### Task details
In the data that follows, give the number of lines containing the word "sheet". Offer no additional comment.

### Data records

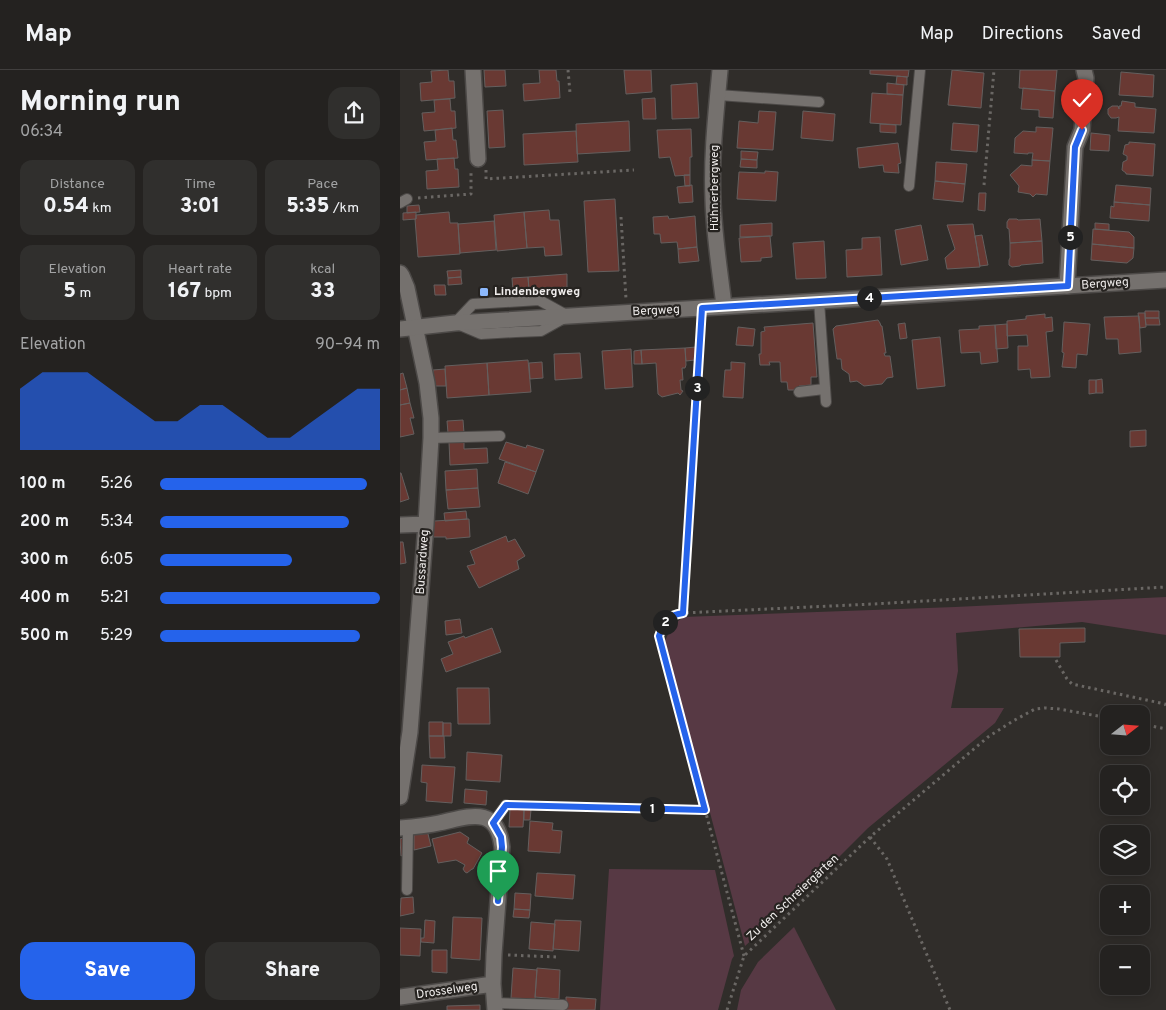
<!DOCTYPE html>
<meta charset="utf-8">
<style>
body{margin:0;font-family:Overpass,sans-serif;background:#302f2d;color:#f1f3f6;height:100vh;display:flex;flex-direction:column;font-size:19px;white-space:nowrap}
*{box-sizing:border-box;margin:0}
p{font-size:16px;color:#a3a4a5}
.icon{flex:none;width:28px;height:28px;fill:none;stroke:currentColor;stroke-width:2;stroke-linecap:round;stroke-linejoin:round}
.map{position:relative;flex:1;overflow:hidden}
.sheet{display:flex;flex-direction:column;background:#242220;width:400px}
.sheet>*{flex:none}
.needle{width:32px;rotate:73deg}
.fabs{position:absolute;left:700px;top:635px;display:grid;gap:10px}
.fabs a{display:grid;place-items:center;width:50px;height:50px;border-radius:10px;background:#242220;box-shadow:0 2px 12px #0003,0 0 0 1px #413f3e;font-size:25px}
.pin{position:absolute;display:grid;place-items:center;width:42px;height:42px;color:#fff;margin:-51px -21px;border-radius:50% 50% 50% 0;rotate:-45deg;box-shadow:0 0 5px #0007}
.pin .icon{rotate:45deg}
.km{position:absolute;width:25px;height:25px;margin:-12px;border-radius:50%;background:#222;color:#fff;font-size:14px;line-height:25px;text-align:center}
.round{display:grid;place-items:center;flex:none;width:52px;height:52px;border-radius:15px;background:#302f2d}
.summary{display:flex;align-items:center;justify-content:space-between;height:85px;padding:0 20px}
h1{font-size:28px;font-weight:800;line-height:38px}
.metrics{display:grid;grid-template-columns:repeat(3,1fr);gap:8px;height:85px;padding:5px 20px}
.metrics div{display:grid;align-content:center;border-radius:12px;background:#302f2d;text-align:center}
.metrics b{font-size:21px;font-weight:800}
.metrics small{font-size:14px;font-weight:400}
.metrics p{font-size:14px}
.chart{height:140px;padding:10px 20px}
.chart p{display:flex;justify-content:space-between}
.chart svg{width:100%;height:90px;margin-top:5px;fill:#2563eb;opacity:.7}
.action{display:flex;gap:10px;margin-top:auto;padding:10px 20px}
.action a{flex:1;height:58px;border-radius:15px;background:#2563eb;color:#fff;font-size:20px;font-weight:800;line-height:58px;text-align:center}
.action a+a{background:#302f2d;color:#f1f3f6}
ul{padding:0 20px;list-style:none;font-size:16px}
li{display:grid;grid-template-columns:80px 60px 1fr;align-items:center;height:38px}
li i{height:12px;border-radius:6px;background:#2563eb}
header{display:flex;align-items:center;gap:30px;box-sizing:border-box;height:70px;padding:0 25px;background:#242220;border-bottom:1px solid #413f3e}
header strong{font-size:24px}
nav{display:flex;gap:28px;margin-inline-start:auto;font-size:18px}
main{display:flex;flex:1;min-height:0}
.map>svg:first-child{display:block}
</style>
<header>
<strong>Map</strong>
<nav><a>Map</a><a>Directions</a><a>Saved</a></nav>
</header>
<main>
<section class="sheet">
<div class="summary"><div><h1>Morning run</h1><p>06:34</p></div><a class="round"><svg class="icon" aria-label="share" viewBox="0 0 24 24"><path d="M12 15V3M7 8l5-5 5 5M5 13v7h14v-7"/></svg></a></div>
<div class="metrics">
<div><p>Distance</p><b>0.54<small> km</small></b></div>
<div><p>Time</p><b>3:01</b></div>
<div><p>Pace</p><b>5:35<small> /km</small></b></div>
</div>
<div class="metrics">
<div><p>Elevation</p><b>5<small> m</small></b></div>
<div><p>Heart rate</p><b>167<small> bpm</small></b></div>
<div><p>kcal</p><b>33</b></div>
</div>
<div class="chart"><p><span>Elevation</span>90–94 m</p>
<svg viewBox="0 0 160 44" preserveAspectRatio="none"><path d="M0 44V14L10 6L20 6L30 6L40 14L50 22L60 30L70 30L80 22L90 22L100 30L110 38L120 38L130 30L140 22L150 14L160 14V44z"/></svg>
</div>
<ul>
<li><b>100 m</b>5:26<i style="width:94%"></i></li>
<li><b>200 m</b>5:34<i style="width:86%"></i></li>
<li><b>300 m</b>6:05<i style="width:60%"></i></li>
<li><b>400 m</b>5:21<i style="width:100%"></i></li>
<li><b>500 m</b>5:29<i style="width:91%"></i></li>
</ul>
<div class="action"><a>Save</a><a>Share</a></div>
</section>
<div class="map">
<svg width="766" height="940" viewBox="0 0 766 940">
<rect width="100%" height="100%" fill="#302d2a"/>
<path fill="#573944" d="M 766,527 L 766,565 L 682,552 L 556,563 L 558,601 L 551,638 L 604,638 L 595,653 L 468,758 L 398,828 L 345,876 L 265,571 L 273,553 L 276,553 L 283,547 L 555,537 Z
M 209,799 L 315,800 L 334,886 L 332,889 L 318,940 L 200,940 Z
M 394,857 L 436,940 L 337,940 L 341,920 L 358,892 Z"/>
<path fill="#693933" stroke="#645f5e" d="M 48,0 L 49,11 L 54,11 L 55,28 L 21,31 L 20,13 L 32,12 L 31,1 Z
M 84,0 L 105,0 L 106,16 L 85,17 Z
M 139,0 L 156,0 L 157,11 L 159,11 L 160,28 L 124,31 L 123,14 L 140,13 Z
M 224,0 L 251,0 L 252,22 L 226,24 Z
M 470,0 L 509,0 L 508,7 L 470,4 Z
M 552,0 L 584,3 L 581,38 L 548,35 Z
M 620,0 L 657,0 L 655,21 L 619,18 Z
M 721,2 L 754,5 L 753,27 L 719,25 Z
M 497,6 L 507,7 L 507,15 L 496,14 Z
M 297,13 L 299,48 L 272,49 L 271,15 Z
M 487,13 L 504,15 L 503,25 L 487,24 Z
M 623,18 L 655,21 L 653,48 L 639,47 L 639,40 L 621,39 Z
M 472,23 L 503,25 L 501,55 L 470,53 Z
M 255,28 L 256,49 L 243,49 L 242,29 Z
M 50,29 L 51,41 L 55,41 L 56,58 L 24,61 L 22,43 L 35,42 L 34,30 Z
M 722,31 L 735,33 L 735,37 L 756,39 L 754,63 L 718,61 L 719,47 L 716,48 L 711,48 L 708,44 L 708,39 L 712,36 L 718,36 L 719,39 L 719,36 L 721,36 Z
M 103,40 L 105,77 L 89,78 L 87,41 Z
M 359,41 L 376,42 L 373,80 L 337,78 L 339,51 L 358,53 Z
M 403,41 L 435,44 L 433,71 L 401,68 Z
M 229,51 L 230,81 L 177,84 L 176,54 Z
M 553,53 L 579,55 L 577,82 L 551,80 Z
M 480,54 L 496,55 L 496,63 L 480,62 Z
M 636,57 L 653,58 L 650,91 L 632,90 L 633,83 L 628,83 L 628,84 L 614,83 L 615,68 L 623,61 L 636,62 Z
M 52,58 L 53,70 L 56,70 L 58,88 L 26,90 L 24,72 L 36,71 L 35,60 Z
M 291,59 L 292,87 L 290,87 L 290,105 L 275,106 L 270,87 L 259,88 L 257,60 Z
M 176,61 L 178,92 L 124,95 L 123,64 Z
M 691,63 L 710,65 L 709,81 L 690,80 Z
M 729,72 L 755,74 L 753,106 L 726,104 L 726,103 L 722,100 L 723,92 L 727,90 L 727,86 L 723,84 L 725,75 L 729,74 Z
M 498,73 L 501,93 L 498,94 L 499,103 L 484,102 L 483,95 L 459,98 L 457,78 Z
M 341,81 L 358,82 L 357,90 L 341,89 Z
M 54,88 L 55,99 L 58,99 L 59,117 L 27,119 L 26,101 L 38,100 L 37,89 Z
M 341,89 L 357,90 L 357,98 L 340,97 Z
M 632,90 L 650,91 L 647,125 L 636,124 L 633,127 L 630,124 L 618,122 L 619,116 L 610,105 L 621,95 L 632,96 Z
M 536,92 L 567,94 L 565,114 L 535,111 Z
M 365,101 L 378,102 L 376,131 L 337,129 L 339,102 L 365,103 Z
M 284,105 L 290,105 L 290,116 L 285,116 Z
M 535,111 L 565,114 L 563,132 L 533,129 Z
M 292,115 L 293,132 L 279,133 L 277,117 Z
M 716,115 L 751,118 L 750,135 L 714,132 Z
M 579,123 L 586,123 L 585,141 L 578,140 Z
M 215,129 L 219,201 L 188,202 L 184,131 Z
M 714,132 L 750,135 L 749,151 L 710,148 L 711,136 L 714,137 Z
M 19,135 L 20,142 L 7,143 L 7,136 Z
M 149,140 L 150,150 L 159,150 L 162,185 L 145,186 L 144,177 L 127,178 L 124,142 Z
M 16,142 L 16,149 L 3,150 L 3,143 Z
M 49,142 L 50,153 L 58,153 L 60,184 L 18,187 L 15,149 L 16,149 L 16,145 Z
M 124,142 L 127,178 L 97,181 L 94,145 Z
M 268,146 L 269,149 L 295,146 L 297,177 L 278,179 L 277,172 L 261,173 L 260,164 L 254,164 L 253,147 Z
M 609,149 L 617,149 L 618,150 L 640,149 L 642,171 L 610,173 L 609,159 L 607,158 L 607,152 Z
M 94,151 L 96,180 L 60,183 L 58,154 Z
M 372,153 L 372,166 L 340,167 L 340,155 Z
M 695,153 L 709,154 L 709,160 L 695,159 Z
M 573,154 L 580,197 L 547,199 L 545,188 L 555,179 L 547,155 Z
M 521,155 L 528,190 L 501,195 L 495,160 Z
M 693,159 L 729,162 L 734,167 L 734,178 L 692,174 Z
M 582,165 L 588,195 L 580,196 L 575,166 Z
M 370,166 L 372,187 L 361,188 L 361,191 L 341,192 L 339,168 Z
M 480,167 L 482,205 L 447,207 L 446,180 L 462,179 L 462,168 Z
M 424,171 L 426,208 L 396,209 L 393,173 Z
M 642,171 L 643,193 L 621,195 L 620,196 L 612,197 L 609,195 L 609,190 L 610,188 L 610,173 Z
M 692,174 L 734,178 L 733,188 L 727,193 L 691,190 Z
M 297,177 L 299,191 L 279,193 L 278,179 Z
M 61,200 L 61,207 L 48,208 L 47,201 Z
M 167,204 L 167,217 L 129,220 L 128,207 Z
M 61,207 L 62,214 L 48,215 L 48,208 Z
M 128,207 L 129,220 L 113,221 L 112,208 Z
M 34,215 L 45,215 L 46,225 L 35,225 Z
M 745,241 L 759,241 L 759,248 L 745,248 Z
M 738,243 L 745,243 L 746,257 L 740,258 Z
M 645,244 L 645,248 L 652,247 L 653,261 L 646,262 L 650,307 L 631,308 L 630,299 L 618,300 L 618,276 L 628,276 L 627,265 L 607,266 L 607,251 L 626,249 L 626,246 Z
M 739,246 L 741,282 L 719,284 L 718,269 L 706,269 L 704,247 Z
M 745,248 L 759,248 L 760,255 L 746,255 Z
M 478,250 L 480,253 L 481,256 L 482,256 L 486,283 L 484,283 L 485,286 L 490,286 L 493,307 L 487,308 L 482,314 L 464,316 L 457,311 L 450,312 L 449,304 L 442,299 L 441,289 L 437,289 L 433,259 L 436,256 Z
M 664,252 L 690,254 L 687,285 L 677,284 L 676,298 L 662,297 L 664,283 L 662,282 Z
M 413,253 L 417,307 L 411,307 L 411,315 L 399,316 L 399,320 L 388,320 L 387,312 L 381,312 L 380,292 L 369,292 L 370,295 L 360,295 L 359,284 L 361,284 L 361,262 L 365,261 L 364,257 Z
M 505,253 L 507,268 L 500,269 L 498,254 Z
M 607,254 L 608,278 L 596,279 L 595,255 Z
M 595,255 L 598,292 L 581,294 L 580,282 L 561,283 L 559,260 L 579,259 L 579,256 Z
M 338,257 L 355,259 L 353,276 L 336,275 Z
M 540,267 L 545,316 L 517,319 L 512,270 Z
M 296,277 L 295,290 L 286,291 L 285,278 Z
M 285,278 L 286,295 L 285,298 L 282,298 L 283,310 L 280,310 L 281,320 L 283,321 L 280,325 L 278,323 L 262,327 L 258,324 L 256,293 L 242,294 L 241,280 Z
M 231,279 L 233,317 L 205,319 L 202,281 Z
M 241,280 L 242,294 L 234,294 L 234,281 Z
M 180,283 L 182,308 L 155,310 L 154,284 Z
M 128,290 L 131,322 L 89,325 L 87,293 Z
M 142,292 L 143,308 L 130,309 L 129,293 Z
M 331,292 L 345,293 L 343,328 L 323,327 L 325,300 L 331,300 Z
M 87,293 L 89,325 L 47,328 L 45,296 Z
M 45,299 L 46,316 L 34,316 L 33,300 Z
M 3,303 L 7,318 L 0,320 L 0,304 Z
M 702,309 L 703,323 L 696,323 L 696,310 Z
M 689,310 L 696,310 L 696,323 L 689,324 Z
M 7,318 L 10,333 L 0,335 L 0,320 Z
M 10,333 L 14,348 L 10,348 L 14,364 L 0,367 L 0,335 Z
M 63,350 L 64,363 L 48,363 L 47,351 Z
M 746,360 L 746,376 L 730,377 L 730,361 Z
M 64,371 L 64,379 L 87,378 L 88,393 L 50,395 L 49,372 Z
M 106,372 L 126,378 L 127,375 L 144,380 L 136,402 L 99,389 Z
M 105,392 L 136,402 L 128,424 L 98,413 Z
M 77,399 L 78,418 L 46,420 L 45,401 Z
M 0,403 L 1,403 L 9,429 L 0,432 Z
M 78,418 L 80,437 L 48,439 L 46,420 Z
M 66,441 L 67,449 L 45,451 L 44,443 Z
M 69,449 L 70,467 L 46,469 L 46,467 L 32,467 L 34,451 Z
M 106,466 L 108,472 L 115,469 L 125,486 L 117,491 L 119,499 L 79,518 L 67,496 L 75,494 L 70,481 Z
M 0,472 L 3,472 L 6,493 L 0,494 Z
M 60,549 L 62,563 L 46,565 L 45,551 Z
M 92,558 L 101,582 L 46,602 L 41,589 L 53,584 L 48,572 L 64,566 L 65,568 Z
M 685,558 L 685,572 L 660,573 L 660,587 L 620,587 L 619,559 Z
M 57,618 L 89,618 L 90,654 L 58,654 Z
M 29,652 L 43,652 L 43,666 L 29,666 Z
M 43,653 L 51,653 L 51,666 L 43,666 Z
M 29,666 L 44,666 L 45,688 L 30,688 Z
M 67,682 L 102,685 L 100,712 L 66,710 Z
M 22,695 L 55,697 L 52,733 L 26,731 L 27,713 L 21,712 Z
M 65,719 L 87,721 L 86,735 L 64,733 Z
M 110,739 L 124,740 L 123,757 L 109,757 Z
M 124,740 L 131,740 L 130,750 L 124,750 Z
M 130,751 L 153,753 L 152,760 L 162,761 L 160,783 L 128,781 Z
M 27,760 L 31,776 L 14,780 L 14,763 Z
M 60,762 L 69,768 L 67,773 L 82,783 L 73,799 L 72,799 L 67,803 L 65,802 L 63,799 L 65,795 L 56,790 L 38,793 L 32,769 Z
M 3,768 L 3,785 L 1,786 L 0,769 Z
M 137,803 L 175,805 L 173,829 L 135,826 Z
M 115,823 L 131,824 L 130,840 L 114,839 Z
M 13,827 L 14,843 L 0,846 L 1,828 Z
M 114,839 L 130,840 L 129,848 L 113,847 Z
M 53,847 L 82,848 L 80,890 L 51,888 Z
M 25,850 L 35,851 L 34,873 L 21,872 L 21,868 L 24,868 Z
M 155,850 L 181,851 L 179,881 L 153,879 Z
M 131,852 L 155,854 L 153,881 L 129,879 Z
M 0,858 L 21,859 L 20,886 L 0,885 Z
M 32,880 L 47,880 L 47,903 L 32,902 Z
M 113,898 L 137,900 L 135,929 L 111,928 Z
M 137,898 L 160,900 L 159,929 L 135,927 Z
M 166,927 L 196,929 L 195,940 L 166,940 Z
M 80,935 L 80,940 L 47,940 L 47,936 Z"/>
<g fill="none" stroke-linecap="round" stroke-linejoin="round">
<g stroke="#4c4947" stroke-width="12">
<path id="lane" d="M 318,25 L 419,32
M 509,116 L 520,0
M 0,133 L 7,129
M 139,230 L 168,246 L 141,261 L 116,262 L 81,264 L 55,253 L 73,234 Z
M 419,231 L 426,332
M 399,322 L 424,319
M 31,368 L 100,366
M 93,753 L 106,735
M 7,820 L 8,757
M 95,933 L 163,935"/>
</g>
<g stroke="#4c4947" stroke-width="18">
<path id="street" d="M 73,0 L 78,89
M 320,0 C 316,43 311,87 313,130 C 314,166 320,201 324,236
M 0,203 L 2,206 L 7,218 L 27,313 L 31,348 L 31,368 L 26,454 L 10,662 L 0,727
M 667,216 L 675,77 L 682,60 L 686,8 L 684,0
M 0,455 L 26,454
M 0,758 C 13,757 26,756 39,753 C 68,747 97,734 102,777 L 94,884 L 93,914 L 0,927
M 93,914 L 95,940"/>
</g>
<g stroke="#4c4947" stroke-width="18">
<path id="secondary" d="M 0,259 L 55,253 L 766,210"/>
</g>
<path stroke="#6a6764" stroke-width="3" stroke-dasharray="2.5 4" stroke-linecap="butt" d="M 168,0 L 170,23
M 86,100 L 86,109 L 234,100
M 584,115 L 594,0
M 18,128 L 71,124 L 71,102
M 221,147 L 226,229
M 283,543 L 301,251
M 656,590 L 667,609 L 672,614 L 765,634 L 766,636
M 741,654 L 766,659
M 117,735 L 305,740
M 470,767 L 487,789 L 550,940
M 108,885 L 157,887
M 344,886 L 259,567 C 265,551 265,546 283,543 L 473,534 L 766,517
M 327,940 L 344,886 L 470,767 L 588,667 L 613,651 L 635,639 L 645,638 L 659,639 L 709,648"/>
<use href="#lane" stroke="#75716e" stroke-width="10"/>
<use href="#street" stroke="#75716e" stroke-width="15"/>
<use href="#secondary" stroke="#75716e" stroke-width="15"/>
</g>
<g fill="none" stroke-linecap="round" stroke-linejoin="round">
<g stroke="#fff" stroke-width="10">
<path id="route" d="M 98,831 L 102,777 L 101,767 L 93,753 L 106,735 L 305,740 L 259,566 C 265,551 265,546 283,543 L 302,238 L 668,216 L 675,77 L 682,60"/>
</g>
<use href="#route" stroke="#2563eb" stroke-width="6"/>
</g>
<rect fill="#8db9fc" stroke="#262320" stroke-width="2" x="79" y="217" width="10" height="10" rx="2.5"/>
<g text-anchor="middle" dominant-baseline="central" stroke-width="4.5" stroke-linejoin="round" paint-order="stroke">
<g font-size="12" fill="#f0edec" stroke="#262320">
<text transform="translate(315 118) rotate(-90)">Hühnerbergweg</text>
<text transform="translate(705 214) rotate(-4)">Bergweg</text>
<text transform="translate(256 241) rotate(-3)">Bergweg</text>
<text transform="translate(23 492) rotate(-86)">Bussardweg</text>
<text transform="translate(393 828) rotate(-43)">Zu den Schreiergärten</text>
<text transform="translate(47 921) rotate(-8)">Drosselweg</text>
</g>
<g font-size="12" font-weight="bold" fill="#f0edec" stroke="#262320" text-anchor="start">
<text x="94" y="222">Lindenbergweg</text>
</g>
</g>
</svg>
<div class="fabs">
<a><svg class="needle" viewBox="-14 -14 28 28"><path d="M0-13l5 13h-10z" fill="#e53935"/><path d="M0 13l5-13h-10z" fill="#a3a4a5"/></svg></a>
<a><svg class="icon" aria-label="locate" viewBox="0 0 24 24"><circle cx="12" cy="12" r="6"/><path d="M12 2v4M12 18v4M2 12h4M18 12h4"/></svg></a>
<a><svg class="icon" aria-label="layers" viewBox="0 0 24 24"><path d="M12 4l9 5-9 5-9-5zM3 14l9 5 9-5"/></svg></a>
<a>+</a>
<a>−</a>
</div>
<div class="pin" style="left:98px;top:831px;background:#1e9e55"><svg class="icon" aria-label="arrive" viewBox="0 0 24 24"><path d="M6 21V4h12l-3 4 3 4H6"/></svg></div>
<div class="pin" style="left:682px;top:60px;background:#d93025"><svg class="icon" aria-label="check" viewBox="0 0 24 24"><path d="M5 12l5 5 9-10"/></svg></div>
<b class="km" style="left:252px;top:739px">1</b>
<b class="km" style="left:265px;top:552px">2</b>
<b class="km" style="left:297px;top:318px">3</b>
<b class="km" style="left:469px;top:228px">4</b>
<b class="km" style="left:670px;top:167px">5</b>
</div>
</main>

### Task result
3